◆ Required action:
An exact copy of all the entries is what is needed here.

◆ Provided entries:
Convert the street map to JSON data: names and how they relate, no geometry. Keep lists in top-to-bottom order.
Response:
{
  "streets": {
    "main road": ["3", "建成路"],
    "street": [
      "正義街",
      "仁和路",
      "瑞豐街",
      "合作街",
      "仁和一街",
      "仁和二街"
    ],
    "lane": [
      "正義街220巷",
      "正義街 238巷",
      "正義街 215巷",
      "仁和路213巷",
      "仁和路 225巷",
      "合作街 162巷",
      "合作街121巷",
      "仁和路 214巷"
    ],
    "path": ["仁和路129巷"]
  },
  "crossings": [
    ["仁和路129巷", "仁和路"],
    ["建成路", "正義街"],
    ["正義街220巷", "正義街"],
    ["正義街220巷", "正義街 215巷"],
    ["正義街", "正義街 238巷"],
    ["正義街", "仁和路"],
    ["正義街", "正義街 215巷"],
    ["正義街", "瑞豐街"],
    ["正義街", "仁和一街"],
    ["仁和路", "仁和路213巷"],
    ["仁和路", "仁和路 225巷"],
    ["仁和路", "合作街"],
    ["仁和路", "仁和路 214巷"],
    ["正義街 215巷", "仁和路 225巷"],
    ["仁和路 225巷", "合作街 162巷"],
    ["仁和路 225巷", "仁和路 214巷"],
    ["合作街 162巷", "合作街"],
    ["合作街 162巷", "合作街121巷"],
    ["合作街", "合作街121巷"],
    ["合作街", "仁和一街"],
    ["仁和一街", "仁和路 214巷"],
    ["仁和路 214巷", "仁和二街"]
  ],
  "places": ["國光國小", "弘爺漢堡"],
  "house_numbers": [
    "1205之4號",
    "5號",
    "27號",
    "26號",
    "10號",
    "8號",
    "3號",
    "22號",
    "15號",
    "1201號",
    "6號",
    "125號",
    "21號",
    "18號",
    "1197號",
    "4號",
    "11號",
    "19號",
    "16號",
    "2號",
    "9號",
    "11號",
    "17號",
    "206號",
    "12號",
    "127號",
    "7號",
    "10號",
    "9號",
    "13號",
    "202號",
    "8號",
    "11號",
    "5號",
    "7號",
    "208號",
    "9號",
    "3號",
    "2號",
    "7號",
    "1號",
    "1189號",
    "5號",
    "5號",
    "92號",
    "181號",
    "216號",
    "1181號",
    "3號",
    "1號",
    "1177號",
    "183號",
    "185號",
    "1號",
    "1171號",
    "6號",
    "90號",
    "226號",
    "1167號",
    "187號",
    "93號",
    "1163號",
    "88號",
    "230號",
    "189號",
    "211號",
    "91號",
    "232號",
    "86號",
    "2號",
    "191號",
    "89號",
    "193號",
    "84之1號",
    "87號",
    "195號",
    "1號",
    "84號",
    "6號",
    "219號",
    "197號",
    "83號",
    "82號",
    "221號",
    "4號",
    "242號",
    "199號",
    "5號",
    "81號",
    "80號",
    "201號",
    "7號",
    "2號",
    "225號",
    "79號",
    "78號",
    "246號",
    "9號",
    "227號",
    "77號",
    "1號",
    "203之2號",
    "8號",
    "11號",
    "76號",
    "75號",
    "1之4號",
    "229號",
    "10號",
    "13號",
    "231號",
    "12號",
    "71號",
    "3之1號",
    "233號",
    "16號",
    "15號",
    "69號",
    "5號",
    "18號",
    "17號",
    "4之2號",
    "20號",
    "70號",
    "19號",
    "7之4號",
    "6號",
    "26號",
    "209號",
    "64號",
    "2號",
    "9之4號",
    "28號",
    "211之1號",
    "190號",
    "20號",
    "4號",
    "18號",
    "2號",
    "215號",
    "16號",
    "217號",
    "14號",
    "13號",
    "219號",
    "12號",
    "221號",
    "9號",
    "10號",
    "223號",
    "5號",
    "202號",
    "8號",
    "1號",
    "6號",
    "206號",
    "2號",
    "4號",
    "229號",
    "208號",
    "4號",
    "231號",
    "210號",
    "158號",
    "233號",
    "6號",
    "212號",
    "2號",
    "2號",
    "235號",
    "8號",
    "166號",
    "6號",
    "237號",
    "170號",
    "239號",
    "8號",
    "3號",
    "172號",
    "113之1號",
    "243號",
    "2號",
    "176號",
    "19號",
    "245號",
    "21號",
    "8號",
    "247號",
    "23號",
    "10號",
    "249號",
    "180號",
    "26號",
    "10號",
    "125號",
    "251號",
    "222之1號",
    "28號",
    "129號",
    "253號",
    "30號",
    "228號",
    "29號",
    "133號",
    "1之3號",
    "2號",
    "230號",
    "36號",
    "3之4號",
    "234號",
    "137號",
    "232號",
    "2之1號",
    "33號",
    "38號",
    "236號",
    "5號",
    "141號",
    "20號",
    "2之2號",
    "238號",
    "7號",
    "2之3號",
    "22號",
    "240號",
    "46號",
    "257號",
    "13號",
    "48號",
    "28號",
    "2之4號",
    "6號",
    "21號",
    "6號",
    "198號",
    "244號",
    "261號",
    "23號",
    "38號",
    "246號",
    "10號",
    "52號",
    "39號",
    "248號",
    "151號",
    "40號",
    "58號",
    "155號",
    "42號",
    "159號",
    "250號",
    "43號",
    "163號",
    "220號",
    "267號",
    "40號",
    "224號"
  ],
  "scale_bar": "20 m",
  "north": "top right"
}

◆ Task solution:
Convert the street map to JSON data: names and how they relate, no geometry. Keep lists in top-to-bottom order.
Response:
{
  "streets": {
    "main road": ["3", "建成路"],
    "street": [
      "正義街",
      "仁和路",
      "瑞豐街",
      "合作街",
      "仁和一街",
      "仁和二街"
    ],
    "lane": [
      "正義街220巷",
      "正義街 238巷",
      "正義街 215巷",
      "仁和路213巷",
      "仁和路 225巷",
      "合作街 162巷",
      "合作街121巷",
      "仁和路 214巷"
    ],
    "path": ["仁和路129巷"]
  },
  "crossings": [
    ["仁和路129巷", "仁和路"],
    ["建成路", "正義街"],
    ["正義街220巷", "正義街"],
    ["正義街220巷", "正義街 215巷"],
    ["正義街", "正義街 238巷"],
    ["正義街", "仁和路"],
    ["正義街", "正義街 215巷"],
    ["正義街", "瑞豐街"],
    ["正義街", "仁和一街"],
    ["仁和路", "仁和路213巷"],
    ["仁和路", "仁和路 225巷"],
    ["仁和路", "合作街"],
    ["仁和路", "仁和路 214巷"],
    ["正義街 215巷", "仁和路 225巷"],
    ["仁和路 225巷", "合作街 162巷"],
    ["仁和路 225巷", "仁和路 214巷"],
    ["合作街 162巷", "合作街"],
    ["合作街 162巷", "合作街121巷"],
    ["合作街", "合作街121巷"],
    ["合作街", "仁和一街"],
    ["仁和一街", "仁和路 214巷"],
    ["仁和路 214巷", "仁和二街"]
  ],
  "places": ["國光國小", "弘爺漢堡"],
  "house_numbers": [
    "1205之4號",
    "5號",
    "27號",
    "26號",
    "10號",
    "8號",
    "3號",
    "22號",
    "15號",
    "1201號",
    "6號",
    "125號",
    "21號",
    "18號",
    "1197號",
    "4號",
    "11號",
    "19號",
    "16號",
    "2號",
    "9號",
    "11號",
    "17號",
    "206號",
    "12號",
    "127號",
    "7號",
    "10號",
    "9號",
    "13號",
    "202號",
    "8號",
    "11號",
    "5號",
    "7號",
    "208號",
    "9號",
    "3號",
    "2號",
    "7號",
    "1號",
    "1189號",
    "5號",
    "5號",
    "92號",
    "181號",
    "216號",
    "1181號",
    "3號",
    "1號",
    "1177號",
    "183號",
    "185號",
    "1號",
    "1171號",
    "6號",
    "90號",
    "226號",
    "1167號",
    "187號",
    "93號",
    "1163號",
    "88號",
    "230號",
    "189號",
    "211號",
    "91號",
    "232號",
    "86號",
    "2號",
    "191號",
    "89號",
    "193號",
    "84之1號",
    "87號",
    "195號",
    "1號",
    "84號",
    "6號",
    "219號",
    "197號",
    "83號",
    "82號",
    "221號",
    "4號",
    "242號",
    "199號",
    "5號",
    "81號",
    "80號",
    "201號",
    "7號",
    "2號",
    "225號",
    "79號",
    "78號",
    "246號",
    "9號",
    "227號",
    "77號",
    "1號",
    "203之2號",
    "8號",
    "11號",
    "76號",
    "75號",
    "1之4號",
    "229號",
    "10號",
    "13號",
    "231號",
    "12號",
    "71號",
    "3之1號",
    "233號",
    "16號",
    "15號",
    "69號",
    "5號",
    "18號",
    "17號",
    "4之2號",
    "20號",
    "70號",
    "19號",
    "7之4號",
    "6號",
    "26號",
    "209號",
    "64號",
    "2號",
    "9之4號",
    "28號",
    "211之1號",
    "190號",
    "20號",
    "4號",
    "18號",
    "2號",
    "215號",
    "16號",
    "217號",
    "14號",
    "13號",
    "219號",
    "12號",
    "221號",
    "9號",
    "10號",
    "223號",
    "5號",
    "202號",
    "8號",
    "1號",
    "6號",
    "206號",
    "2號",
    "4號",
    "229號",
    "208號",
    "4號",
    "231號",
    "210號",
    "158號",
    "233號",
    "6號",
    "212號",
    "2號",
    "2號",
    "235號",
    "8號",
    "166號",
    "6號",
    "237號",
    "170號",
    "239號",
    "8號",
    "3號",
    "172號",
    "113之1號",
    "243號",
    "2號",
    "176號",
    "19號",
    "245號",
    "21號",
    "8號",
    "247號",
    "23號",
    "10號",
    "249號",
    "180號",
    "26號",
    "10號",
    "125號",
    "251號",
    "222之1號",
    "28號",
    "129號",
    "253號",
    "30號",
    "228號",
    "29號",
    "133號",
    "1之3號",
    "2號",
    "230號",
    "36號",
    "3之4號",
    "234號",
    "137號",
    "232號",
    "2之1號",
    "33號",
    "38號",
    "236號",
    "5號",
    "141號",
    "20號",
    "2之2號",
    "238號",
    "7號",
    "2之3號",
    "22號",
    "240號",
    "46號",
    "257號",
    "13號",
    "48號",
    "28號",
    "2之4號",
    "6號",
    "21號",
    "6號",
    "198號",
    "244號",
    "261號",
    "23號",
    "38號",
    "246號",
    "10號",
    "52號",
    "39號",
    "248號",
    "151號",
    "40號",
    "58號",
    "155號",
    "42號",
    "159號",
    "250號",
    "43號",
    "163號",
    "220號",
    "267號",
    "40號",
    "224號"
  ],
  "scale_bar": "20 m",
  "north": "top right"
}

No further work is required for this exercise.